How Many Presents from my True Love?

On the first day of Christmas my true love gave to me a partridge in a pear tree.
On the second day of Christmas my true love gave to me two turtle doves and a partridge in a pear tree.
...
On the twelfth day of Christmas my true love gave to me twelve drummers drumming, eleven pipers piping, ten lords-a-leaping, nine ladies dancing, eight maids-a-milking, seven swans-a-swimming, six geese-a-laying, five golden rings, four calling birds, three french hens, two turtle doves and a partridge in a pear tree.

So how many presents did I receive all together?

This can be solved using the differences method, which is nicely explained by Ken Ward.

In the table below, n represents the day of Christmas (starting from 0, the day before I start receiving presents), p(n) represents the number of presents I receive on that day, P(n) represents the total number of presents received so far, δ¹ is the first difference (the difference between successive terms of P(n) — which is p(n) of course), δ² is the second difference (that between successive terms of δ¹) and δ³ is the third difference.

n	0	1	2	3	4	5	6	...
p(n)	0	1	3	6	10	15	21	...
P(n)	0	1	4	10	20	35	46	...
δ1		1	3	6	10	15	21	...
δ2			2	3	4	5	6	...
δ3				1	1	1	1	...

As the δ³ values are all the same, the equation we're after is a cubic polynomial.  That is, it's of the form:

[1]P(n) = an³ + bn² + cn + d

Now we can do some substitution.  We can see immediately that

P(0) = 0a + 0b + 0c + d = 0 ⇒ d = 0

And now, from the next three terms, we can create 3 simultaneous equations:

[2]P(1) = a + b + c = 1
[3]P(2) = 8a + 4b + 2c = 4
[4]P(3) = 27a + 9b + 3c = 10

We can eliminate c, first from [2] and [3] and then from [2] and [4] to produce:

[5]6a + 2b = 2
[6]24a + 6b = 7

From which we can deduce that (24 – 18a) = 1 ⇒ 6a = 1, or a = ¹⁄₆.
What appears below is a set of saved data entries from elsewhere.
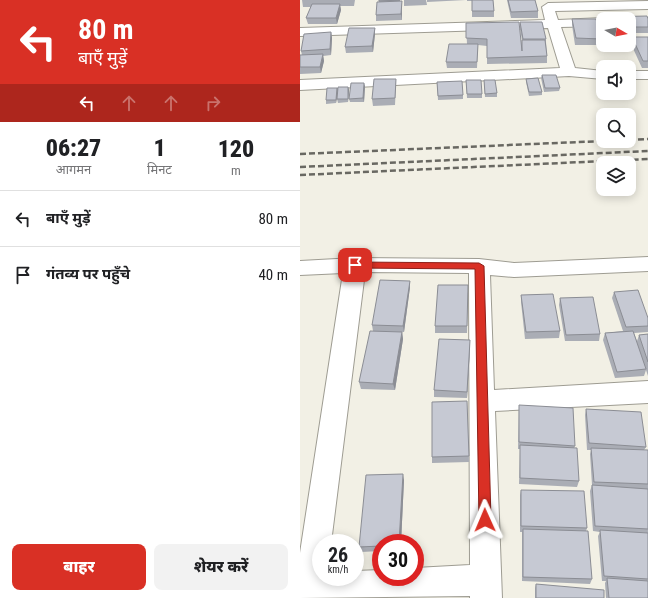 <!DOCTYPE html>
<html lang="hi">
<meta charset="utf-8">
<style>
:root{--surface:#fff;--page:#f2f2f2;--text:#202124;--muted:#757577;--line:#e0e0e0;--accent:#d93025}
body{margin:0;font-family:"Roboto Condensed","Noto Sans Devanagari",sans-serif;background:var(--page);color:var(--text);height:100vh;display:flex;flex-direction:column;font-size:15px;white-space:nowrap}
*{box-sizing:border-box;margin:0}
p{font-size:13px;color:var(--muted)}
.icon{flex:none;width:22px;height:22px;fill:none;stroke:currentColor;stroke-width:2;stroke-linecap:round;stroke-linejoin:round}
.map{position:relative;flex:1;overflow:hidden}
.side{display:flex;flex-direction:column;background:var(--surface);width:300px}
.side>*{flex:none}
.banner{background:#d93025;color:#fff;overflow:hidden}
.needle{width:26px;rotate:99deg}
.fabs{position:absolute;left:296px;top:12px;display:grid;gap:8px}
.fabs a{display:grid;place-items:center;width:40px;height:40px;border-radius:8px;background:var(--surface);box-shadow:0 2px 10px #0003;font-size:20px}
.speed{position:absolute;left:12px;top:534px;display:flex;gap:8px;font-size:20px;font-weight:700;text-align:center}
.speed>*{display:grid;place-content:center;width:52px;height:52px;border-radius:50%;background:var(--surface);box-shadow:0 2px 10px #0003;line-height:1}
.speed small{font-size:10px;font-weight:400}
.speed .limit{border:6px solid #d22;background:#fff;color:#111}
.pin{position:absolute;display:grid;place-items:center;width:34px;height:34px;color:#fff;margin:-17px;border-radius:8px;box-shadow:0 2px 6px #0006}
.me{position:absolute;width:44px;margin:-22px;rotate:359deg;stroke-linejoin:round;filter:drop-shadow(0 0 3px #0008)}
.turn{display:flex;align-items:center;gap:14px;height:84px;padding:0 12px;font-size:18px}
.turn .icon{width:52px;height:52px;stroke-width:2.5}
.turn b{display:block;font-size:28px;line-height:34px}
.lanes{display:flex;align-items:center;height:38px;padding:0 12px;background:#0003;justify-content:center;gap:20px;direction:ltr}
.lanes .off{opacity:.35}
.eta{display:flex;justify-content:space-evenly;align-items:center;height:68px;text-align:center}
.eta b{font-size:24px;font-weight:800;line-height:28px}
.primary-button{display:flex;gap:8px;margin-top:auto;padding:8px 12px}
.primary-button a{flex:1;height:46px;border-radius:8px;background:var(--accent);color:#fff;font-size:16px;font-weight:800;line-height:46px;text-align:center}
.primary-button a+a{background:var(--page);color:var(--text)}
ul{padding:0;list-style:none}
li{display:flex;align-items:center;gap:12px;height:56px;padding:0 12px;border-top:1px solid var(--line)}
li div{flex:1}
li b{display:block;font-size:15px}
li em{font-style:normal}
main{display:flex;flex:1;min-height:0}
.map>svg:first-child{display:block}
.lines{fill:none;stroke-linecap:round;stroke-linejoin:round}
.street-casing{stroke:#9e9c92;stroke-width:2}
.street{fill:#fff;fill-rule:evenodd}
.rail{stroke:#696862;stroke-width:2.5;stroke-dasharray:6 3;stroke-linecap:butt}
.wall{fill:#aaadb5}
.shaded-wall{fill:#8b8d94}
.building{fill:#c6c9d3;stroke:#8b8d94}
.route{fill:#d93025;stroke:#8d1f18}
</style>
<main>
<section class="side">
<div class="banner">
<div class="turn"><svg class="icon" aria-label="left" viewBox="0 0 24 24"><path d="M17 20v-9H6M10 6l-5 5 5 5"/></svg><div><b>80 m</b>बाएँ मुड़ें</div></div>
<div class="lanes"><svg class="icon" aria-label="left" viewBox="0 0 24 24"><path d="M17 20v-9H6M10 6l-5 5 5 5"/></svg><svg class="icon off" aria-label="ahead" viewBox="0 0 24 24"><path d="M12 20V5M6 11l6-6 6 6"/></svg><svg class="icon off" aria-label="ahead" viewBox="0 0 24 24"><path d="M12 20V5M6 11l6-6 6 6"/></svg><svg class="icon off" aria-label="right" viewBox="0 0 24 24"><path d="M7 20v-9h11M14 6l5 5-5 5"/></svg></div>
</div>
<div class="eta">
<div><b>06:27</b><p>आगमन</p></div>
<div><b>1</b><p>मिनट</p></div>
<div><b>120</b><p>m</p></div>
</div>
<ul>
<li><svg class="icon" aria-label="left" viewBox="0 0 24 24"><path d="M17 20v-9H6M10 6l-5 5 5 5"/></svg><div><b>बाएँ मुड़ें</b></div><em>80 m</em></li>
<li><svg class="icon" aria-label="arrive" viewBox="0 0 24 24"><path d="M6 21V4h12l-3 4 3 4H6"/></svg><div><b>गंतव्य पर पहुँचे</b></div><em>40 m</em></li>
</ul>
<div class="primary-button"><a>बाहर</a><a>शेयर करें</a></div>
</section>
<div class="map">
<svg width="348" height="598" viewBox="0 0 348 598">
<rect width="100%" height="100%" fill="#f2f0e5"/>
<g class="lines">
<g class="street-casing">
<path id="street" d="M348,1V9L255,11L258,20L303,18L307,19H303V26L261,27L275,68L303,71V79L269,76L0,90V80L260,68L248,28L0,36V28L245,20L242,7L248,3Z
M329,71H348V79H329Z
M348,257V271L214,277L190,275L194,390L348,381V403L195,411L202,598H170V596L0,598V553L43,273L0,275V261L55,258L179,259L214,263ZM65,272L169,273L170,565L115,568V577H81V570L55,571V577H21V543H31Z"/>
</g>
<use href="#street" class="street"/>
<path class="rail" d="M329,140L348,139
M0,154L303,141
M0,167L348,151
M0,175L348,159"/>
</g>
<path class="wall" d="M2,0H55L54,6H40L41,10L37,24H8L6,18L11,7H3Z
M79,0H100V1H102V20L76,21V15Z
M104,0H126L127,5L104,6Z
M127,0H166L127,2Z
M167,0H194H193L194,11V17H172V1H167Z
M207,0H235L238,11V18H211Z
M303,17L348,19V33H329V19H303V26L302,24Z
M272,19L301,39L300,45H275L272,25Z
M220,22L246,39V42L247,56V63L187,64V46L178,45L177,68H147L146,62L167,44L166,23L221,48L222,40L220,29Z
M75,28V34L73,52L46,53L45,47Z
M31,32L32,38L31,55L23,56L24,61L21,73L0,74V55H2L1,51Z
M332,37H348V68H342L331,44Z
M242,75L260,88L259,91L244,92L241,78Z
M96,79V85L95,105L73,106L72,99Z
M226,79L242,92V95L229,96L226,82Z
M166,80L182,94V98H167Z
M184,80L197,93V97H185Z
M137,82L163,95V99L138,100Z
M65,86L64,102H50L49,99Z
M48,87L49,90L48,102L38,103L37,99Z
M37,88L38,91L36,103L26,104V100Z
M110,281V287L104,332H102L103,339L95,390L61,389L59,382L73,331L72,325Z
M168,292L167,333H135V326Z
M314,292L348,318V332L334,333L337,341L339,335L348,334V376L346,370L344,376L315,378L303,340L305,333L323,331L312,298Z
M221,295L260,331L259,338L225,339L221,302Z
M260,298L300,334L299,341H265L259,305Z
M170,347L167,398L134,397V390Z
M167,401L169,462L132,463V457Z
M219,405L275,446L274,448L279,481L277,487L219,484L220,449H218Z
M286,409L346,447L344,450H348V598H306L305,583L306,581H302L298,536L300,532L293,531L290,491L292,485L290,454L291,450H287L285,415Z
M104,480L101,543H81V551L61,552L59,547Z
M221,490L287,528L286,531L292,579L290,584L222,581V532H220V495Z
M236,584L304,598H235V588Z"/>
<path class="shaded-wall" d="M102,1V20L101,14Z
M40,4L41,10L37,24L36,18Z
M75,28V34L73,52L72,46Z
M31,32L32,38L31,55L30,49Z
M23,54L24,61L21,73L20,67Z
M64,83L65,86L64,102L63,98Z
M48,87L49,90L48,102Z
M37,88L38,91L36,103V100Z
M110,281V287L104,332L103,326Z
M102,332L103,339L95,390L93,384Z
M170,340V347L167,398V392Z
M103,474L104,480L101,543H99Z"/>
<path class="building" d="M79,0H100L79,1Z
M172,0H193L194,11H172Z
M208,0H235L238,11L211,12Z
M102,1L101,14L76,15L77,2Z
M12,4H40L36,18H6Z
M347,16L348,19V27H329V19H304L303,17Z
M272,19H296L301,39L276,38Z
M219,22L222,51V40H245L247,56L187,58V39L166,38V23Z
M220,22H242L246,39H223Z
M49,28H75L72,46L45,47Z
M31,32L30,49L1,51L4,34Z
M332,37H348V61H343Z
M149,44H178L177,62H146Z
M23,54L20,67H0V55Z
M242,75H256L260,88H245Z
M238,78L242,92H229L226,79Z
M74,79H96L95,98L72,99Z
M166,80H181L182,94H167Z
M184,80H195L197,93L185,94Z
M162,81L163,95L138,96L137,82Z
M51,83H64L63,98L49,99Z
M38,87H48V99H37Z
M27,88H37L36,100H26Z
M80,280L110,281L103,326L72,325Z
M138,285H168L167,326H135Z
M338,290L348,318V326L326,327L314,292Z
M253,294L260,331L226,332L221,295Z
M293,297L300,334L266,335L260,298Z
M70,331L102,332L93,384L59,382Z
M333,331L346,369L317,372L305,333Z
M348,334V362L339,335Z
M139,339L170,340L167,392L134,390Z
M167,401L169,456L132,457V402Z
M219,405L273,408L275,446L219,442Z
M286,409L341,412L346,447L289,443Z
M220,445L277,448L279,481L220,478Z
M291,448L348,450V484L294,482Z
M103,474L99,543H81V546L59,547L66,475Z
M292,485L348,489V529L295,526Z
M221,490L284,491L287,528L221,526Z
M223,529L288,531L292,579L223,577Z
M300,530L348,533V579L304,576Z
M307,578L348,581V598H309Z
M236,584L304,590V598H236Z"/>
<path class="route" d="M55,262L179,263L184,266L191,520L189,524L185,526L181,524L179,520L175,269L55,268L51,265Z"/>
</svg>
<div class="fabs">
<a><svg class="needle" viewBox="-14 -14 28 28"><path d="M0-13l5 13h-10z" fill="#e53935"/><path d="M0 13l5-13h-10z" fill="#757577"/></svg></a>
<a><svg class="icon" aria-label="sound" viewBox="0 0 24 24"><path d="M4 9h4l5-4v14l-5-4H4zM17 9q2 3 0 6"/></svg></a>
<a><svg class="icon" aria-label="search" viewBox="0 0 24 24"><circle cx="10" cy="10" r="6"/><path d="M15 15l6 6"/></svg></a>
<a><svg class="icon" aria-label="layers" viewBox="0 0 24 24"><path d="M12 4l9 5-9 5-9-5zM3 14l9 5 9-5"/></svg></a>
</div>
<div class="speed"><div>26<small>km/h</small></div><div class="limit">30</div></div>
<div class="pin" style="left:55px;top:265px;background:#d93025"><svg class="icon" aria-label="arrive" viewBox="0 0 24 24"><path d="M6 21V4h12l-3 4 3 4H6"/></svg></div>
<svg class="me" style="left:185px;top:520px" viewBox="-20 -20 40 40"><path d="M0-17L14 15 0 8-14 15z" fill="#d93025" stroke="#fff" stroke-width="4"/></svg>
</div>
</main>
Substituting that back in [5], we find that 1 + 2b = 2 ⇒ 2b = 1, or b = ¹⁄₂.

Finally we can use [2] to determine that ¹⁄₆ + ¹⁄₂ + c = 1, or that c = ¹⁄₃.

Now we can substitute these values back in [1] and tidy up a bit:

P(n)	= 1⁄6n3 + 1⁄2n2 + 1⁄3n
	= 1⁄6n(n2 + 3n + 2)
	= 1⁄6n(n + 1)(n + 2)

So, by the 12^th day of Christmas I will have received ¹⁄₆.12(12 + 1)(12 + 2) or 2.13.14 = 364 presents. Not bad going.